Trustees of the National Automatic Sprinkler Industry Pension Fund v. Fairfield County Sprinkler Co.

243 F.3d 112
CourtCourt of Appeals for the Second Circuit
DecidedMarch 12, 2001
DocketNos. 99-9392(L), 99-9394(XAP)
StatusPublished
Cited by1 cases

This text of 243 F.3d 112 (Trustees of the National Automatic Sprinkler Industry Pension Fund v. Fairfield County Sprinkler Co.) is published on Counsel Stack Legal Research, covering Court of Appeals for the Second Circuit primary law. Counsel Stack provides free access to over 12 million legal documents including statutes, case law, regulations, and constitutions.

Bluebook
Trustees of the National Automatic Sprinkler Industry Pension Fund v. Fairfield County Sprinkler Co., 243 F.3d 112 (2d Cir. 2001).

Opinions

Judge VAN GRAAFEILAND dissents in a separate opinion.

JOHN M. WALKER, JR., Chief Judge:

This appeal follows an October 7, 1999 entry of summary judgment by the United States District Court for the District of Connecticut (Alfred V. Covello, Chief Judge ) in favor of plaintiffs-appellees, various trustees (the “Trustees”) of the National Automatic Sprinkler Industry Pension Fund, the National Automatic Sprinkler Industry Welfare Fund, and the Sprinkler Industry Supplemental Pension Fund (the “Funds”), against defendant-appellant Fairfield County Sprinkler Co. (“Fairfield”). The Funds were awarded $669,387.82 in delinquent contributions pursuant to §§ 502(a)(8) and 515 of the Employee Retirement Income Security Act (“ERISA”). See 29 U.S.C. §§ 1132(a)(3), 1145.

Defendant-appellant appeals from the summary judgment order on the grounds that (1) its contribution for the period from August 1, 1994 through March 31, 1997 is prohibited by § 302(a) of the Labor Management Relations Act (“LMRA”), 29 U.S.C. § 186(a), and (2) disputed material factual questions exist regarding the purported delinquency for the period from August 1, 1992 through July 31, 1994. Plaintiffs have cross-appealed for attorneys’ fees.

BACKGROUND

The Funds are union-established multi-employer ERISA benefit plans that provide health and pension benefits to union employees working in the fire protection industry. The benefits are financed by employer contributions pursuant to collective bargaining agreements with various local unions representing industry employees.

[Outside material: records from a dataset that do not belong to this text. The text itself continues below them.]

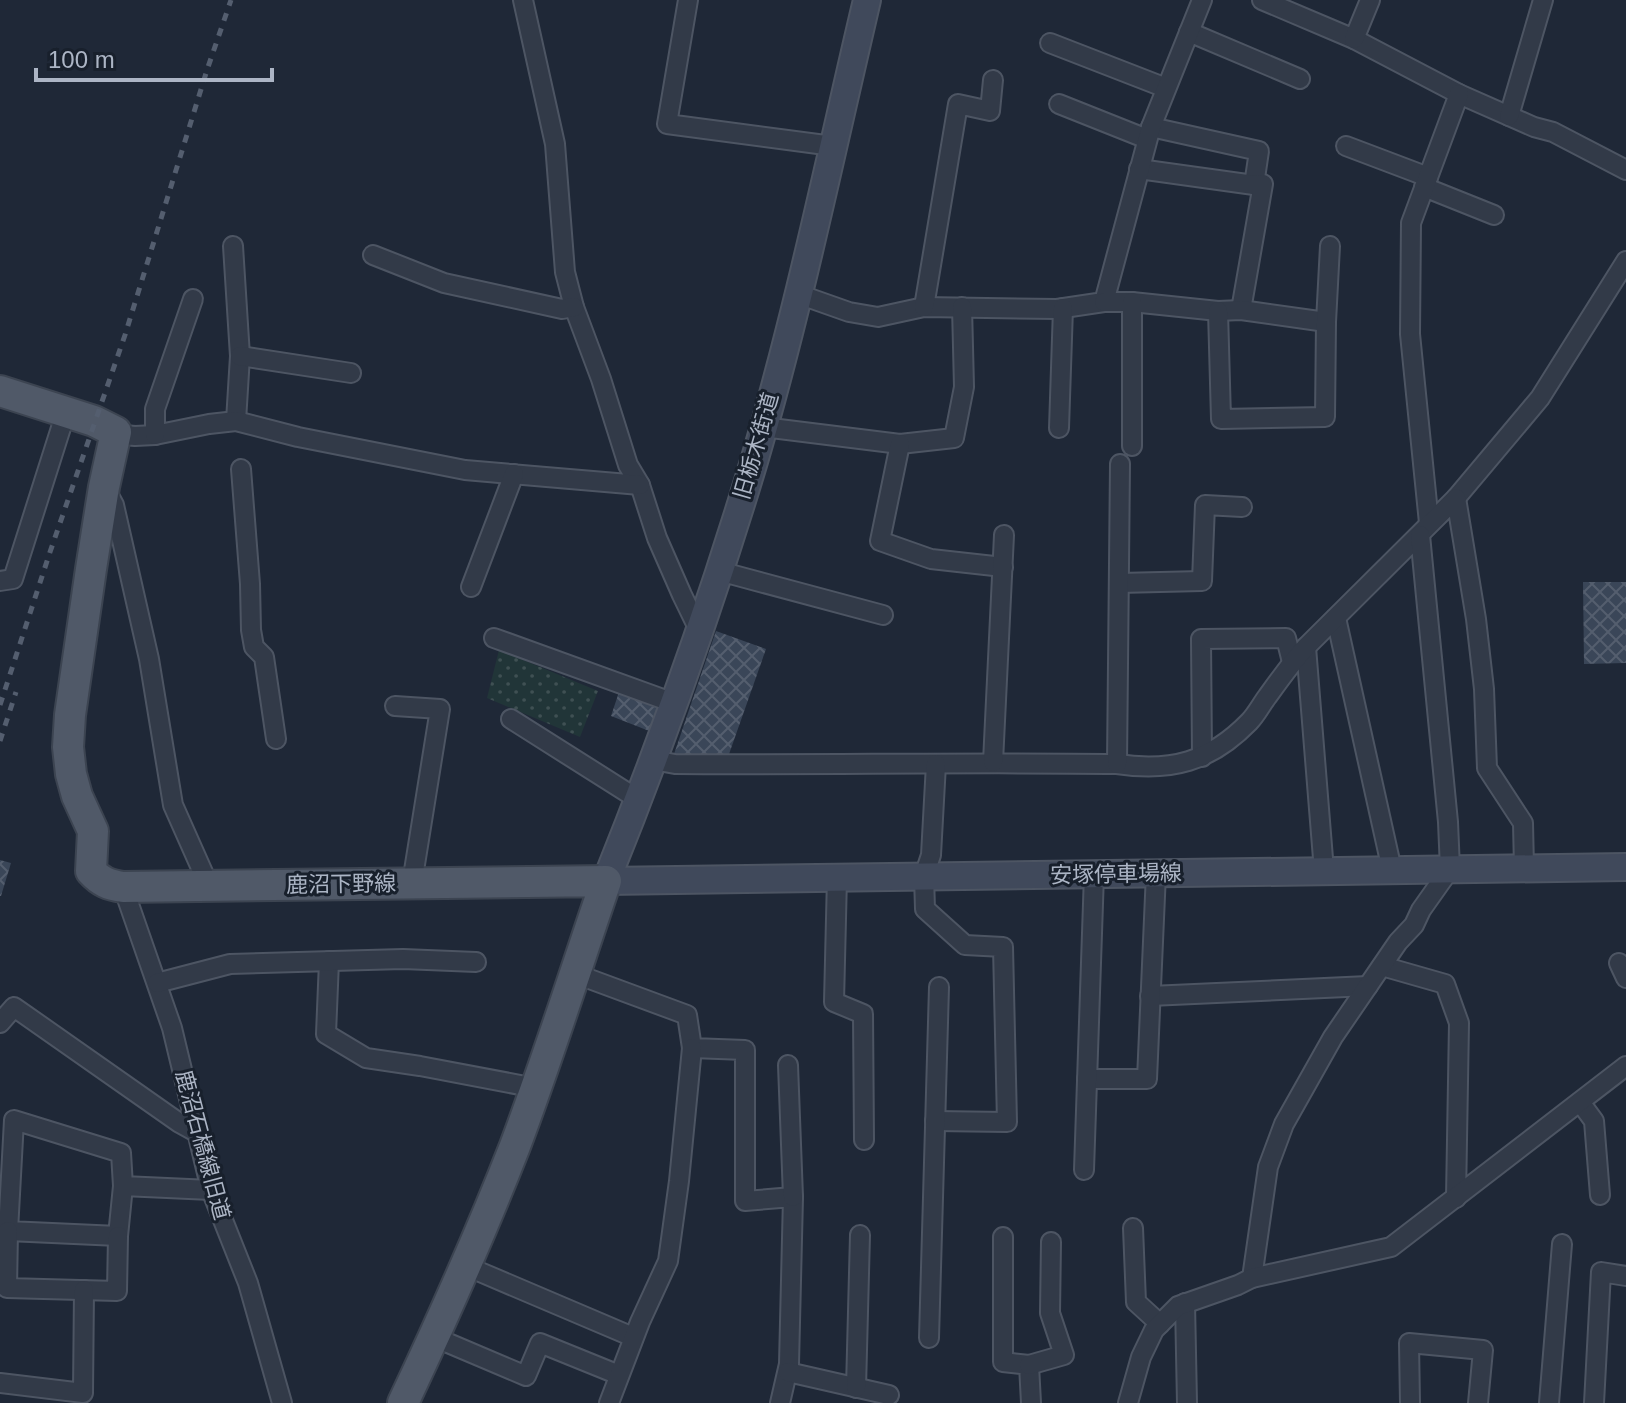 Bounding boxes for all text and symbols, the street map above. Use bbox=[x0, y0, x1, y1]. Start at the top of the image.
scale bar bbox=[36, 32, 272, 82]
text: 100 m bbox=[48, 46, 115, 73]
street label: 旧栃木街道 bbox=[729, 390, 783, 502]
street label: 安塚停車場線 bbox=[1050, 860, 1182, 888]
street label: 鹿沼下野線 bbox=[286, 871, 396, 897]
street label: 鹿沼石橋線旧道 bbox=[171, 1067, 235, 1223]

Fairfield is a Connecticut company that sells and installs fire sprinkler systems. It employs on average between twenty and twenty-five people. Until May 1994, Fair-field was a member of the National Fire Sprinkler Association (“NFSA”), an association of employers in the fire protection industry, and granted the NFSA authority to enter into multi-employer collective bargaining agreements with local unions on its behalf.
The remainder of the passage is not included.